What you need to do: All lines of the material must be output verbatim.

Data extracts:
⟨

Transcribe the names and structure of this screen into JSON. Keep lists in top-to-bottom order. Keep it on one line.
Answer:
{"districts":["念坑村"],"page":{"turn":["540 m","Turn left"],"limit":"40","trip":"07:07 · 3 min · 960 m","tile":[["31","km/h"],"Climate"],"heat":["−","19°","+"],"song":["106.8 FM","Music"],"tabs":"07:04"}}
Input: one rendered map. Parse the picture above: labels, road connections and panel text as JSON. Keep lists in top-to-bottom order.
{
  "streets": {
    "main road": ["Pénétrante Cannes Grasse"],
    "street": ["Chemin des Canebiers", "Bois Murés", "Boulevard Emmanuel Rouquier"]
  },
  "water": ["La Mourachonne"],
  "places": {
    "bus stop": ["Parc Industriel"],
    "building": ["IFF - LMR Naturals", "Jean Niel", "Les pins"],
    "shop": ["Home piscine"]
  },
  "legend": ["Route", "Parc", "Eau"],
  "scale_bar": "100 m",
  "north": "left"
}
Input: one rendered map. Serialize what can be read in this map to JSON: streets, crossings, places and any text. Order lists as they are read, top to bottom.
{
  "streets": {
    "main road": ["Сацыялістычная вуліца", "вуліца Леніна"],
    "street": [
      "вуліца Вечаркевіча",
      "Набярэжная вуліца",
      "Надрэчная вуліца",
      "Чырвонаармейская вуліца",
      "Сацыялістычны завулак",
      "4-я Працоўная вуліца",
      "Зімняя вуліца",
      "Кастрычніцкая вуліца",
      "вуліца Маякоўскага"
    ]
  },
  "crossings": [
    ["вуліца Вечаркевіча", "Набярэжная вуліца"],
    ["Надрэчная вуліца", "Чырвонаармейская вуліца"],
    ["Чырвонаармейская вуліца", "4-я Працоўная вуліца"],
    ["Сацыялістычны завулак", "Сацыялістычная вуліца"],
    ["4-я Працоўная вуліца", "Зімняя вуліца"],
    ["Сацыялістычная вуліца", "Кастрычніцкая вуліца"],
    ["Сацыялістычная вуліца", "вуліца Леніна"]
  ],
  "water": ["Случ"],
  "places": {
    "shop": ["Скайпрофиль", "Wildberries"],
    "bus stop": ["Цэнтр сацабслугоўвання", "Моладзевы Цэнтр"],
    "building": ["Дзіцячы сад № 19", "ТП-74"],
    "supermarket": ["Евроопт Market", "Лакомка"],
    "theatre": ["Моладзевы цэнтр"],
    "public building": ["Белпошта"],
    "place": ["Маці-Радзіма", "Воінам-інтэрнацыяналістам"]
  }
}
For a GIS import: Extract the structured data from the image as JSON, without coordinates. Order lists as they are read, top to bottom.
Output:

⟩

Answer area:
Transcribe the names and structure of this screen into JSON. Keep lists in top-to-bottom order. Keep it on one line.
Answer:
{"districts":["念坑村"],"page":{"turn":["540 m","Turn left"],"limit":"40","trip":"07:07 · 3 min · 960 m","tile":[["31","km/h"],"Climate"],"heat":["−","19°","+"],"song":["106.8 FM","Music"],"tabs":"07:04"}}
Input: one rendered map. Parse the picture above: labels, road connections and panel text as JSON. Keep lists in top-to-bottom order.
{
  "streets": {
    "main road": ["Pénétrante Cannes Grasse"],
    "street": ["Chemin des Canebiers", "Bois Murés", "Boulevard Emmanuel Rouquier"]
  },
  "water": ["La Mourachonne"],
  "places": {
    "bus stop": ["Parc Industriel"],
    "building": ["IFF - LMR Naturals", "Jean Niel", "Les pins"],
    "shop": ["Home piscine"]
  },
  "legend": ["Route", "Parc", "Eau"],
  "scale_bar": "100 m",
  "north": "left"
}
Input: one rendered map. Serialize what can be read in this map to JSON: streets, crossings, places and any text. Order lists as they are read, top to bottom.
{
  "streets": {
    "main road": ["Сацыялістычная вуліца", "вуліца Леніна"],
    "street": [
      "вуліца Вечаркевіча",
      "Набярэжная вуліца",
      "Надрэчная вуліца",
      "Чырвонаармейская вуліца",
      "Сацыялістычны завулак",
      "4-я Працоўная вуліца",
      "Зімняя вуліца",
      "Кастрычніцкая вуліца",
      "вуліца Маякоўскага"
    ]
  },
  "crossings": [
    ["вуліца Вечаркевіча", "Набярэжная вуліца"],
    ["Надрэчная вуліца", "Чырвонаармейская вуліца"],
    ["Чырвонаармейская вуліца", "4-я Працоўная вуліца"],
    ["Сацыялістычны завулак", "Сацыялістычная вуліца"],
    ["4-я Працоўная вуліца", "Зімняя вуліца"],
    ["Сацыялістычная вуліца", "Кастрычніцкая вуліца"],
    ["Сацыялістычная вуліца", "вуліца Леніна"]
  ],
  "water": ["Случ"],
  "places": {
    "shop": ["Скайпрофиль", "Wildberries"],
    "bus stop": ["Цэнтр сацабслугоўвання", "Моладзевы Цэнтр"],
    "building": ["Дзіцячы сад № 19", "ТП-74"],
    "supermarket": ["Евроопт Market", "Лакомка"],
    "theatre": ["Моладзевы цэнтр"],
    "public building": ["Белпошта"],
    "place": ["Маці-Радзіма", "Воінам-інтэрнацыяналістам"]
  }
}
For a GIS import: Extract the structured data from the image as JSON, without coordinates. Order lists as they are read, top to bottom.
Output:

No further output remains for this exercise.